How to

How to reach the savvy grocery store consumers

Co-founder and CEO of Local Express.

Shoppers are focused on stretching their money, and brands need to prepare their wares and prices accordingly.

In 2022, McKinsey reported that customers increased their search for the best promotions (29%), increasingly switched to cheaper products (27%) and bought more privately owned products than well-known brands (21%).

However, this can result in grocers being overstocked with expensive items while promotional items fly off the shelves. As a result, stores need to find flexible ways to help their customers save money if they want to retain today’s strategic customers while optimizing overall inventory.

Let’s take a look at what stores and brands can do to keep up with savvy consumers.

Private label brands occupy a leading position

A Grocery Dive report (citing a Numerator study) found that while low-income shoppers “have consistently said price trumps brand name,” in 2022 more middle- and high-income shoppers have a positive opinion had from trademarks. The Numerator study found that 55% of consumers agreed that the value of private label was “excellent or above average”.

With many consumers switching from well-known to private label (especially for staples like canned vegetables, cheese and baby products), retailers need to be careful to create quality and value here. You also need to make sure these items are on the shelves. The good thing about private label is that retailers have a closer relationship with the supply chain, which increases their control over data and stock levels.

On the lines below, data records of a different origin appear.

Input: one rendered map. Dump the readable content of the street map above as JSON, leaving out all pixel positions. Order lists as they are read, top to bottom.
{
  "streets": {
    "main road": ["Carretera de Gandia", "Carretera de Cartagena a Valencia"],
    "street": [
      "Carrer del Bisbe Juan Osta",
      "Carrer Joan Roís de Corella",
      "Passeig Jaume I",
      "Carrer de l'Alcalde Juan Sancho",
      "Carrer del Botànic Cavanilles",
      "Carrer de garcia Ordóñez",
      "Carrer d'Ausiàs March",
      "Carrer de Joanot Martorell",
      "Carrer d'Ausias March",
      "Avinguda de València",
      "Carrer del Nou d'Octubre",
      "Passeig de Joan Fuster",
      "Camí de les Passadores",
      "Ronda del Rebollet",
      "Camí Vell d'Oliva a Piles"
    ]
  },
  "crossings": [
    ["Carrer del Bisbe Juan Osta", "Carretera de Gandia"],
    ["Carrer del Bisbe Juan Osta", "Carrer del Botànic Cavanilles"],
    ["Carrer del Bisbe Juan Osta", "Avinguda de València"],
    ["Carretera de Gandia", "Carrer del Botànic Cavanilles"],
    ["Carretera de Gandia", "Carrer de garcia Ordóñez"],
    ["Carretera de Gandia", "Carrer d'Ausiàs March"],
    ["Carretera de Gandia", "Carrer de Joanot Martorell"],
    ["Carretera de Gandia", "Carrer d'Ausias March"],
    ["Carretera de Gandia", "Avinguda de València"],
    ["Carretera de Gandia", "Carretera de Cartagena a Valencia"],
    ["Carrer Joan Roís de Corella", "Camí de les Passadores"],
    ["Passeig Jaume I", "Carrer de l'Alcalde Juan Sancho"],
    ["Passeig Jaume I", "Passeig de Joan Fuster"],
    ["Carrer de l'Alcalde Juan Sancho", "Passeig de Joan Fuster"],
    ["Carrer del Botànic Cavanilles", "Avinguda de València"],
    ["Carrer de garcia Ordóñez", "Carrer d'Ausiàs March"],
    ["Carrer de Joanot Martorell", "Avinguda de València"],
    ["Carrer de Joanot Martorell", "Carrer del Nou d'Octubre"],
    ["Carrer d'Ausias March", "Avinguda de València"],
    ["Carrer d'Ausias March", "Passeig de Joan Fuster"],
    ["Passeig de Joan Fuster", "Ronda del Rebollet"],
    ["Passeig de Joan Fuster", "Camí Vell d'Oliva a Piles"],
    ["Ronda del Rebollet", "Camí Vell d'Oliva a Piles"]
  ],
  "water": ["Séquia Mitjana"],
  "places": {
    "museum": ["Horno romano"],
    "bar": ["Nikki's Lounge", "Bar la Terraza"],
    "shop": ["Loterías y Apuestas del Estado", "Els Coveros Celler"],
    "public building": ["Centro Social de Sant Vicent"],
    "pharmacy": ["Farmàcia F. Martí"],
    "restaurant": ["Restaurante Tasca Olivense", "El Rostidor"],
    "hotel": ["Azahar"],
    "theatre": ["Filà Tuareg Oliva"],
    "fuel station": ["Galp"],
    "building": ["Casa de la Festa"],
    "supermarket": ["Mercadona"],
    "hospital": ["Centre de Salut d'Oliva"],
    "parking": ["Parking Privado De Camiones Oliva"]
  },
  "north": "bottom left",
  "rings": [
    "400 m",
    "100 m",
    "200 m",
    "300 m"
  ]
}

However, each private label also competes with the private labels of other retailers. Value products can’t be the only reason customers come back; Quality and marketing count. To align these goals, better and faster data is needed to enable grocery retailers to make the right decisions.

Have a promotion – but be careful where you place it

Hyper-personalization is about reaching each individual and providing unique offers. That’s why it’s imperative for retailers to think about their digital channels, in-store communications and loyalty programs to ensure everyone gets the best deal to keep them coming back.

A report by Progressive Grocer cited a 2021 Pew Research Center survey that found that “25% of seniors aren’t using the internet and 39% don’t have smartphones,” meaning they are effectively unable to use online services . Likewise, 43% of lower-income adults do not have broadband internet access at home.

Integrate offers for loyalty cardholders without a smartphone via kiosks and circulars. This means users can access in-store discounts a day or weeks in advance via their newsletters, giving them time to plan their store. Additionally, shoppers aged 50+ account for 54% of consumer spending, so they’re not a market to miss.

Grocery retailers can start looking at the types of promotions customers are redeeming by channel. For example, they may find that in-store discounts on fresh produce are more successful because customers like to personally select those items. However, a Princes survey found that around a third of UK shoppers are increasingly buying canned food. That means two-for-one on premium or branded canned food can both attract shoppers to stores and increase online sales — while helping grocers sell their tagged items.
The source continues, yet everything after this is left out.